**Problem statement**
Exactly as written, output the lines below starting from the first and ending with the line that contains "--surface:#fff; --page:#f2f2f3; --text:#1f2937;"; omit pictures.

━━━ Available records

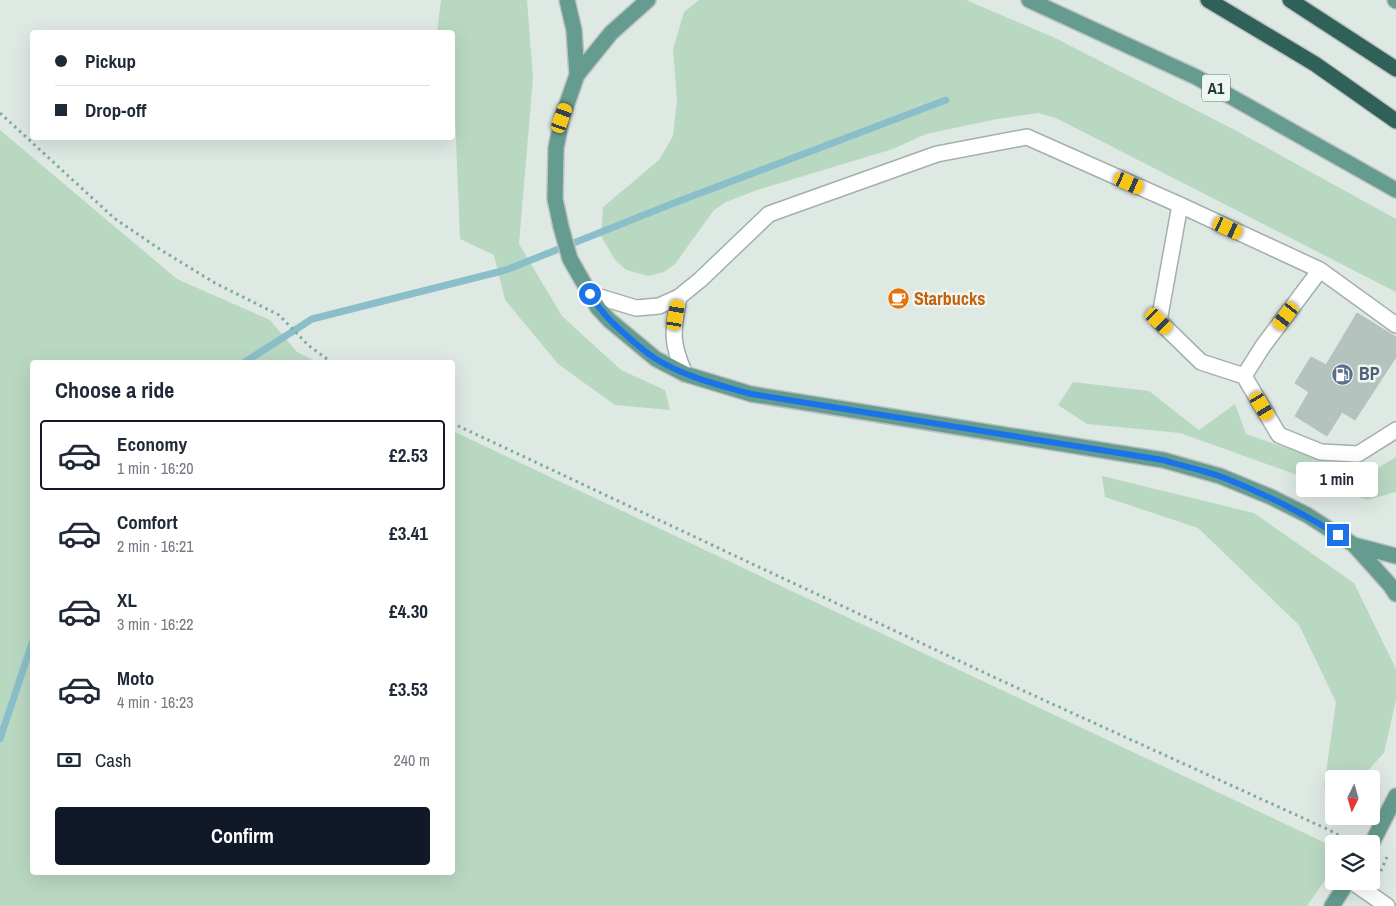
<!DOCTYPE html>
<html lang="en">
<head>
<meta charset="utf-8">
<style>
	:root { --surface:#fff; --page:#f2f2f3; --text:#1f2937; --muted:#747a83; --line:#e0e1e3; --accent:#111827 }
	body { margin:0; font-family:"Archivo Narrow",sans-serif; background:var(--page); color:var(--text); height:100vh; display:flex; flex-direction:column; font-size:19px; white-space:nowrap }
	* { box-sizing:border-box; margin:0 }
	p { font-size:16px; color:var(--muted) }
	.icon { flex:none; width:28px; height:28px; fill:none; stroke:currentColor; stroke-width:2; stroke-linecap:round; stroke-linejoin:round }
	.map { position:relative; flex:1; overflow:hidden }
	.side { position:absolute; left:30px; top:360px; width:425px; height:515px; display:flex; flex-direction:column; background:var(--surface); border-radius:5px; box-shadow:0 5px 20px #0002 }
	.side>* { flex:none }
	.hud { position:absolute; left:30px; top:30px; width:425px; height:110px; border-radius:5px; box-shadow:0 5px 20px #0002; display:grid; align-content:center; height:110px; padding:0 25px; background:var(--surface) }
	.needle { width:32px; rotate:185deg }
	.buttons { position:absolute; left:1325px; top:770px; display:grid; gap:10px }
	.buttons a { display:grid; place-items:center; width:55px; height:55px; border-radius:5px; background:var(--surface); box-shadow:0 5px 20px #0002; font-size:25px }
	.end { position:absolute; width:22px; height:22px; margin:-11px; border:6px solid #1a73e8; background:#fff; box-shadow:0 0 0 2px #fff }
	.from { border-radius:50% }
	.bubble { position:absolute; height:35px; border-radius:5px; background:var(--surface); box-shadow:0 5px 20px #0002; font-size:16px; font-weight:800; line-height:35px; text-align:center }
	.car { position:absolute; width:15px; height:30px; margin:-15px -8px; border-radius:6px; box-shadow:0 0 4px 1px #0007; background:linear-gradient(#f5c518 24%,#345 0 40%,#f5c518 0 76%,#345 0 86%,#f5c518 0) }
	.hud b { display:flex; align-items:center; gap:18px; height:48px; font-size:19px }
	.hud b+b { border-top:1px solid var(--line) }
	.hud i { width:12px; height:12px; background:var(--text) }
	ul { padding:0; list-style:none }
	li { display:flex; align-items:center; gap:15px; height:70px; margin:0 10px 8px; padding:0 15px; border:2px solid transparent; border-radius:5px }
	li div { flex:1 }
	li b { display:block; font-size:19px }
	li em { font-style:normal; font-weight:800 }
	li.current { border-color:var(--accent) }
	li>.icon { width:45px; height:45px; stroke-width:1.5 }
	h2 { padding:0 25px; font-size:22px; line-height:60px }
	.pay { display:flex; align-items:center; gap:12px; height:55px; padding:0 25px; font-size:19px }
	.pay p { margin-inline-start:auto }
	.cta { display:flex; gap:10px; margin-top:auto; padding:10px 25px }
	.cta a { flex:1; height:58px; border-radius:5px; background:var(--accent); color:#fff; font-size:20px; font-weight:800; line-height:58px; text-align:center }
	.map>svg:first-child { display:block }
	.green { fill:#b9d8c2 }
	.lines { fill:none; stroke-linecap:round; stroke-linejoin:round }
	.stream { stroke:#8abfca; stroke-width:7 }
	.building { fill:#b4c3bd; stroke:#b2c2bb }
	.minor-casing { stroke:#a2b0ab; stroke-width:18 }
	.major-casing { stroke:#bcc3c2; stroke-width:18 }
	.highway-casing { stroke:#bcc3c2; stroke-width:18 }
	.path { stroke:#81aa9e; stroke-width:3; stroke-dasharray:2.5 4; stroke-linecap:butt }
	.minor { stroke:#fff; stroke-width:15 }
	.major { stroke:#669b8f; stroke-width:15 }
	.highway { stroke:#306158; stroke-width:15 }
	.route { stroke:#1a73e8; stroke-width:6 }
	.labels { text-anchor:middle; stroke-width:5; stroke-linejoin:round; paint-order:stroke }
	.shield { fill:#eef6f2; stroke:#5e706c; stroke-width:1 }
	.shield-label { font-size:16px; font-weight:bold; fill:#213732 }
	.food-label { font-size:18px; font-weight:bold; fill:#c56008; stroke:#eef6f2; text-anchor:start }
	.service-label { font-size:18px; font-weight:bold; fill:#4e5e75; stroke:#eef6f2; text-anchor:start }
</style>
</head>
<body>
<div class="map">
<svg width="1396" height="906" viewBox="0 0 1396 906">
	<rect width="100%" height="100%" fill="#dfe9e4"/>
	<!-- green -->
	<path class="green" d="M441,0H527L533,78L519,244L562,316L621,370L665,390L670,410L615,405L558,364L505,300L494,255L460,239L455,114L452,110V32H437Z
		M699,0H966L973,3L1053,37L1233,129L1396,219V292L1056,118L1038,113L997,119L926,134L893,149L757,190L726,202L714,210L675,264L664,272L648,276L626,270L615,260L601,236L603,207L659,160L673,136L677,100L673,49L684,12Z
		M0,130L177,279L270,320L297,352L317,362H32V872H452L453,431L1334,847V867L1307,906H0Z
		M1073,382L1149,391L1199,430L1235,404L1246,434L1366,475L1396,457V492L1367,500L1180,433L1087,424L1058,405Z
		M1102,476L1254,513L1354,583L1396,669V700L1384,753L1360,779H1334V793L1324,787L1336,702L1299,625L1198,528L1105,497Z"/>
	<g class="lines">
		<!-- stream -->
		<path class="stream" d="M245,362L312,319L506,270L674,203L946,100
			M0,739L32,643"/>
	</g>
	<!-- building -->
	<path class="building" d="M1357,313L1396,337V357L1355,420L1342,412L1327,436L1295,416L1309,392L1295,383L1311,357L1326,365Z"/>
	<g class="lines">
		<defs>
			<path id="minor" d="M1180,205L1159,321L1201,362L1244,376L1279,435L1321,452L1358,454L1396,430
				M590,294L636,308L659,306L679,297L700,280L769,214L937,154L1027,137L1180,205L1320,270L1396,325
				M679,297C673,331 670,341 685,374
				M1244,376L1263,346L1320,270
				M1351,881L1387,906"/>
			<path id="major" d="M567,0L574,30L577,75
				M648,0L611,33L577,75L562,118L556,148L555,199L561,227L570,259L598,308L609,320L656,359L685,374L751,394L1163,460L1220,476L1271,497L1307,515L1354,545L1390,585L1396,594
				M1029,0L1196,77L1396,190
				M1395,0L1396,1
				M1354,545L1396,556
				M1371,845L1396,796
				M1332,906L1348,881"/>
			<path id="highway" d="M1208,0L1315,64L1396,121
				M1290,0L1396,69"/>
		</defs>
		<!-- minor casing -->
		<use href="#minor" class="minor-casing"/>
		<!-- major casing -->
		<use href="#major" class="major-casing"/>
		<!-- highway casing -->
		<use href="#highway" class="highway-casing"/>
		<!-- path -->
		<path class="path" d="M0,113L114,218L161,250L215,283L279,315L308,345L331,362
			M452,423L1002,681L1327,829L1354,843
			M1378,877L1387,857"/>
		<!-- minor -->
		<use href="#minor" class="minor"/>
		<!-- major -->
		<use href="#major" class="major"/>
		<!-- highway -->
		<use href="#highway" class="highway"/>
	</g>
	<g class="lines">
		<!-- route -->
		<path class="route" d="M590,294C600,311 611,322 626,335C635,343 645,352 656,359C685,377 719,385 751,394L1163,460C1182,466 1203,470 1222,477C1263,493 1301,512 1338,535"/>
	</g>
	<!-- icons -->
	<defs>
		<symbol id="cafe-disc" viewBox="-11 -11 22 22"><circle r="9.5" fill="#e8710a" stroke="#eef6f2"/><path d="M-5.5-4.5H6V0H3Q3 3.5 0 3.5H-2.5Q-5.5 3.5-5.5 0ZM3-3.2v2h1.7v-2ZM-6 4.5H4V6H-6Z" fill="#fff"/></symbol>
		<symbol id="fuel-disc" viewBox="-11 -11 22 22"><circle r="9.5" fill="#5c6f8a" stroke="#eef6f2"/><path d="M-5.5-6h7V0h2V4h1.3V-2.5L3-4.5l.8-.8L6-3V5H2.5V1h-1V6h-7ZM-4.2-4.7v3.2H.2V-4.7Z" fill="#fff"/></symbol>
	</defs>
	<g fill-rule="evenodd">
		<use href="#cafe-disc" x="886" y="286" width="25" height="25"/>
		<use href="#fuel-disc" x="1330" y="362" width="25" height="25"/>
	</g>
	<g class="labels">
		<!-- shield labels -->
		<rect class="shield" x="1202" y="74.5" width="28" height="27" rx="4"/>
		<g class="shield-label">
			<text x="1216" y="94">A1</text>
		</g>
		<!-- food labels -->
		<g class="food-label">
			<text x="914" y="305">Starbucks</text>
		</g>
		<!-- service labels -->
		<g class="service-label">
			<text x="1359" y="380">BP</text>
		</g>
	</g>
</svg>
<div class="buttons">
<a><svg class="needle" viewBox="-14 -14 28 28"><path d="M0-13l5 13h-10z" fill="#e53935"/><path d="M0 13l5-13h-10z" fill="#747a83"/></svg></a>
<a><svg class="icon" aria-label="layers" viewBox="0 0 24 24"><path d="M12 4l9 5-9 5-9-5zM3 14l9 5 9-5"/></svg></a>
</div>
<i class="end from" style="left:590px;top:294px"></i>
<i class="end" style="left:1338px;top:535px"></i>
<div class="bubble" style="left:1296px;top:462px;width:82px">1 min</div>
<i class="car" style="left:562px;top:118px;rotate:19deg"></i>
<i class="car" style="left:1129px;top:183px;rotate:114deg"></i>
<i class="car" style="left:1228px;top:228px;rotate:115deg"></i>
<i class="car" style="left:676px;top:315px;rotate:10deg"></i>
<i class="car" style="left:1286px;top:316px;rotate:217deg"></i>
<i class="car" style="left:1159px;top:321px;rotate:134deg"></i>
<i class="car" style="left:1262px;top:406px;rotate:149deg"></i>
<div class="hud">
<b><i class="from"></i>Pickup</b>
<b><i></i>Drop-off</b>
</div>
<section class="side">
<h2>Choose a ride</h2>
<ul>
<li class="current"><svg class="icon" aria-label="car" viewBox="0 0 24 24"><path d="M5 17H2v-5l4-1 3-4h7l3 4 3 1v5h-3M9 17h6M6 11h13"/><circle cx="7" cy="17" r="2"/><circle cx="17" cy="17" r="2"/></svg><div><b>Economy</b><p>1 min · 16:20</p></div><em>£2.53</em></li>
<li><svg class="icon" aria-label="car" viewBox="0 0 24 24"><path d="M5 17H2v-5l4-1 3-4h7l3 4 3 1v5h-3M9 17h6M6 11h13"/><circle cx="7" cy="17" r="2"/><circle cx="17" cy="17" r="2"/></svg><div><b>Comfort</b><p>2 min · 16:21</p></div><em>£3.41</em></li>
<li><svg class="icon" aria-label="car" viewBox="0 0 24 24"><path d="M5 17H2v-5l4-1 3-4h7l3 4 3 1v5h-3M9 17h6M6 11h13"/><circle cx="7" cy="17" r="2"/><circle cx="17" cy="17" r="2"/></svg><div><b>XL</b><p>3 min · 16:22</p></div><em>£4.30</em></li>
<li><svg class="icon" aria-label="car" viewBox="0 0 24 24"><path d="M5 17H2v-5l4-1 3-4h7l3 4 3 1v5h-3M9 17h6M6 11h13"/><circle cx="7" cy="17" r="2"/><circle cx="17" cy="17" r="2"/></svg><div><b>Moto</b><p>4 min · 16:23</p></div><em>£3.53</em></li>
</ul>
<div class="pay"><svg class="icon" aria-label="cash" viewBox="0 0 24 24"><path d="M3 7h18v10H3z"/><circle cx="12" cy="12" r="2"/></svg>Cash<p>240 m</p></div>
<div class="cta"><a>Confirm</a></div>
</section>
</div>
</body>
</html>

━━━━━━

**Result of the task**
<!DOCTYPE html>
<html lang="en">
<head>
<meta charset="utf-8">
<style>
	:root { --surface:#fff; --page:#f2f2f3; --text:#1f2937; --muted:#747a83; --line:#e0e1e3; --accent:#111827 }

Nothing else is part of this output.